I have to remind you that some genes are actually do not produce a single protein instead a single gene could produce different forms of protein by so called alternative splicing which produces different version of RNA from a single gene.
For example in this gene have three exons and transcript one comes from first and third exon, and second transcripts are produced by exon 1 and 2.
The small dots here are the mapped cDNA, so for each transcript we can obtain number of fragments that are mapped to that transcript.
The abudance of RNA propotionate to the number of reads. FPKM is actually number of fragments devided by the gene length and the total number op mapped reads.
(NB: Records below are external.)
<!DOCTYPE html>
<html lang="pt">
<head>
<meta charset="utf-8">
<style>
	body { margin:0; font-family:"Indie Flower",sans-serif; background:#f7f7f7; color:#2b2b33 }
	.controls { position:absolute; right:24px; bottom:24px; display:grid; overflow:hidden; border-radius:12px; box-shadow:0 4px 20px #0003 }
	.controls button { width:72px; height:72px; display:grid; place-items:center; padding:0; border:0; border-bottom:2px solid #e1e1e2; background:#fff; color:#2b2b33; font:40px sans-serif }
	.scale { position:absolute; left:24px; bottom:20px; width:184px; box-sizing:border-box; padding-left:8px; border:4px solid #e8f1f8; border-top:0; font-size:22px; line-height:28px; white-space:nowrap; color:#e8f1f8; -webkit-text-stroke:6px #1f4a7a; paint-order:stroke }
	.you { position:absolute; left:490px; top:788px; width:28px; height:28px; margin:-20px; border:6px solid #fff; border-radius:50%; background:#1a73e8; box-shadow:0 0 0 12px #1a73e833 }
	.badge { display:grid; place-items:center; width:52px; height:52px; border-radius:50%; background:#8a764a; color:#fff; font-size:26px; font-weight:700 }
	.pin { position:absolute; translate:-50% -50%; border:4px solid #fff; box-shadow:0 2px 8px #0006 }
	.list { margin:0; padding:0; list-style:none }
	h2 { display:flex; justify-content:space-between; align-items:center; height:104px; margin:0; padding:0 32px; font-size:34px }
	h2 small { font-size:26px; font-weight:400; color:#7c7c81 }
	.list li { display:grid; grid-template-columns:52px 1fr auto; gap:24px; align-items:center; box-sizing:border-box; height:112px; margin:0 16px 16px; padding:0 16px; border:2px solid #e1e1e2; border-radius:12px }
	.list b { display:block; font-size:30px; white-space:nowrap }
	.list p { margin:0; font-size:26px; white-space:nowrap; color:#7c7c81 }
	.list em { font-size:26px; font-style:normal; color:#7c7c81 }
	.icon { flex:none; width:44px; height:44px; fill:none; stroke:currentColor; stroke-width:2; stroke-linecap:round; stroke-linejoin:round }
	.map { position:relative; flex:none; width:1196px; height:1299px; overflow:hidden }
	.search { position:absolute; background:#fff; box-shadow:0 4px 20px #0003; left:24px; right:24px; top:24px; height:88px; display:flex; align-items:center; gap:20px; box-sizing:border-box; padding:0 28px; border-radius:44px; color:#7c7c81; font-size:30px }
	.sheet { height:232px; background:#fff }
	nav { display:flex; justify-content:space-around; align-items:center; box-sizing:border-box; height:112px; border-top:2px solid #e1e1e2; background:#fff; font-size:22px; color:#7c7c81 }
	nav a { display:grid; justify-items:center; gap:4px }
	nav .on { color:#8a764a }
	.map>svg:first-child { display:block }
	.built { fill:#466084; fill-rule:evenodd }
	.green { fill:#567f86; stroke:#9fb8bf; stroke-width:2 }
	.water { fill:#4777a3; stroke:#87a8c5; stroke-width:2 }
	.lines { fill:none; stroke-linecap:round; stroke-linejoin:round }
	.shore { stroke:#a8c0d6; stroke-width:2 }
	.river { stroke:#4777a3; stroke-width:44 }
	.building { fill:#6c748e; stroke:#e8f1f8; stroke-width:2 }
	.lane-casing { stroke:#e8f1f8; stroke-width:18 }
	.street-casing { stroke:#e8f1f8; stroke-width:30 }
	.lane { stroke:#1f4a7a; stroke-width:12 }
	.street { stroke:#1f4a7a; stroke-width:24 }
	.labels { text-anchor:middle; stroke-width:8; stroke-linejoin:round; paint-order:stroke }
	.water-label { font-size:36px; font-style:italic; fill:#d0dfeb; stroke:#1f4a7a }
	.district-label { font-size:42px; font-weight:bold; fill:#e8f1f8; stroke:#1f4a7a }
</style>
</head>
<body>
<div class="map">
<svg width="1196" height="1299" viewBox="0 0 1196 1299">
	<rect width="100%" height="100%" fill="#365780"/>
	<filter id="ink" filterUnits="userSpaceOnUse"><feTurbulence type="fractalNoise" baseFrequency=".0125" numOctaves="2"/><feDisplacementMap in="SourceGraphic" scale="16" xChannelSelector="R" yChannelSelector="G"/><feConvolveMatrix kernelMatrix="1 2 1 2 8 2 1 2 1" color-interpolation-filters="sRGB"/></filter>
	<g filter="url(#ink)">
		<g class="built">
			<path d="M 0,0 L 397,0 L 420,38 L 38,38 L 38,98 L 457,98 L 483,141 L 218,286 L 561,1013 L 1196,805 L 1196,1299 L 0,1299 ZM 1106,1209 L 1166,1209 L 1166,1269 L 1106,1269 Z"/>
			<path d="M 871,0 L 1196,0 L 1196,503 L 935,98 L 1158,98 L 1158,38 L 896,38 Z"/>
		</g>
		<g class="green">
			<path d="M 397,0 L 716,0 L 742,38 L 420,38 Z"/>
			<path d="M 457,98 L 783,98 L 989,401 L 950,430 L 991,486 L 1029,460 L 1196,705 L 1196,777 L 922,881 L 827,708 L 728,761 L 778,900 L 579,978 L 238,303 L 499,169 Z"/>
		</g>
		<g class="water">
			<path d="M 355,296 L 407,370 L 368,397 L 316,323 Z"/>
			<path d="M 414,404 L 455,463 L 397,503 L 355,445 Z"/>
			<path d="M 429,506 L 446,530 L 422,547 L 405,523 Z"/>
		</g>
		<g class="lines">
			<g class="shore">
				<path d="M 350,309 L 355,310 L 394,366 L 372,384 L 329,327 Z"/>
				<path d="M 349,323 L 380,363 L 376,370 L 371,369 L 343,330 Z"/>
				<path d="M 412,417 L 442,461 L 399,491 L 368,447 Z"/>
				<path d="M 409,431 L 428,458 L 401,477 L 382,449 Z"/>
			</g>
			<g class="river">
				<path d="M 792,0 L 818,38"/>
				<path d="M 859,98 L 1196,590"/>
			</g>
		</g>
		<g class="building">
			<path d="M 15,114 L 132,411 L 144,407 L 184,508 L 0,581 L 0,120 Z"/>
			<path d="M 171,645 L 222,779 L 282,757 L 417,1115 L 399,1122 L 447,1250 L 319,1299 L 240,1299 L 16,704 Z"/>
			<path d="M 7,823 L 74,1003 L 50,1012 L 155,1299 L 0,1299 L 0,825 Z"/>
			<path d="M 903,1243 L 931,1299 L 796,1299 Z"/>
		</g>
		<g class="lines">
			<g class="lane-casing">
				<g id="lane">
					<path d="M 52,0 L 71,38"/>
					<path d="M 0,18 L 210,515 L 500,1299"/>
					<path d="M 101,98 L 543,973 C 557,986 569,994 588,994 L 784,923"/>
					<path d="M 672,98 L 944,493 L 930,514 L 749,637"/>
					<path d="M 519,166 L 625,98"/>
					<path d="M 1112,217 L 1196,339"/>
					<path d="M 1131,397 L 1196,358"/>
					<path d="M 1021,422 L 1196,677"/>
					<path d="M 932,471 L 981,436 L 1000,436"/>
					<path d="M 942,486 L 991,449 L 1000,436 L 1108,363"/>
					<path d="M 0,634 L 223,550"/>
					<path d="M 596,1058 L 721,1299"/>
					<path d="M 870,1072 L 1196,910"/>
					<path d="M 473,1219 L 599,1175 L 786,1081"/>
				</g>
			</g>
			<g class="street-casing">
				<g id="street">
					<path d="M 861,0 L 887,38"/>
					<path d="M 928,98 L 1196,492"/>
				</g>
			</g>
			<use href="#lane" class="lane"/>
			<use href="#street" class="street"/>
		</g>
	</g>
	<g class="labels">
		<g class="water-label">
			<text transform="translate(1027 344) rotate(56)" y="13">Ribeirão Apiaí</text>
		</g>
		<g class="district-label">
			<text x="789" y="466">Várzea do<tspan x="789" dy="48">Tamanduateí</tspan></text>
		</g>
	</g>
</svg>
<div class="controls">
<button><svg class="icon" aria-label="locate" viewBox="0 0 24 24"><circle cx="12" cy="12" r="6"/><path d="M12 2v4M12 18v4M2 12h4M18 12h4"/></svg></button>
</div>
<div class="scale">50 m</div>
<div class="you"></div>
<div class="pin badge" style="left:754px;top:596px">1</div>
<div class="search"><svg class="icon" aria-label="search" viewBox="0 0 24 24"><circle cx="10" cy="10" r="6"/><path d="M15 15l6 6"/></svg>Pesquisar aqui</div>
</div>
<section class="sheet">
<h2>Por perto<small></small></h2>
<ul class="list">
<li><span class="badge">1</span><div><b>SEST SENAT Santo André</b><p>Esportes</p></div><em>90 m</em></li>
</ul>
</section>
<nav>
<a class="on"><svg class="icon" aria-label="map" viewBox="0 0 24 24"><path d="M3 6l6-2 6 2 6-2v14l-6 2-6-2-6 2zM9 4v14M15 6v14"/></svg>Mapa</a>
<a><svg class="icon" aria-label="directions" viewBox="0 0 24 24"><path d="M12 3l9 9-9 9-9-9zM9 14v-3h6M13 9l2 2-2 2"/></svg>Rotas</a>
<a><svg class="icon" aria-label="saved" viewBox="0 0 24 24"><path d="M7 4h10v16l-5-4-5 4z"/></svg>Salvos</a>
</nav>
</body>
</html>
After for each transcripts FPKM is obtain, a gene level FPKM can be obtained by summing up FPKM of all transcript of the gene.
For the analysis, we split the data into two sets, a discovery and validation set.
In the discovery set, we start with classification of the samples into molecular subtypes using Swedish microarray data as training using K nearest neighbor.
Since the gene expression measurement in the two platform are different, before classification we normalized them together using median and variance normalization.
Then we select genes which can classify the sample best.
Once the subtypes are obtained, next is to obtain subtype specific transcript using transcript level FPKM. Here in order to obtain transcript that are up or down regulated in a specific subtype, robust contrast tests were performed.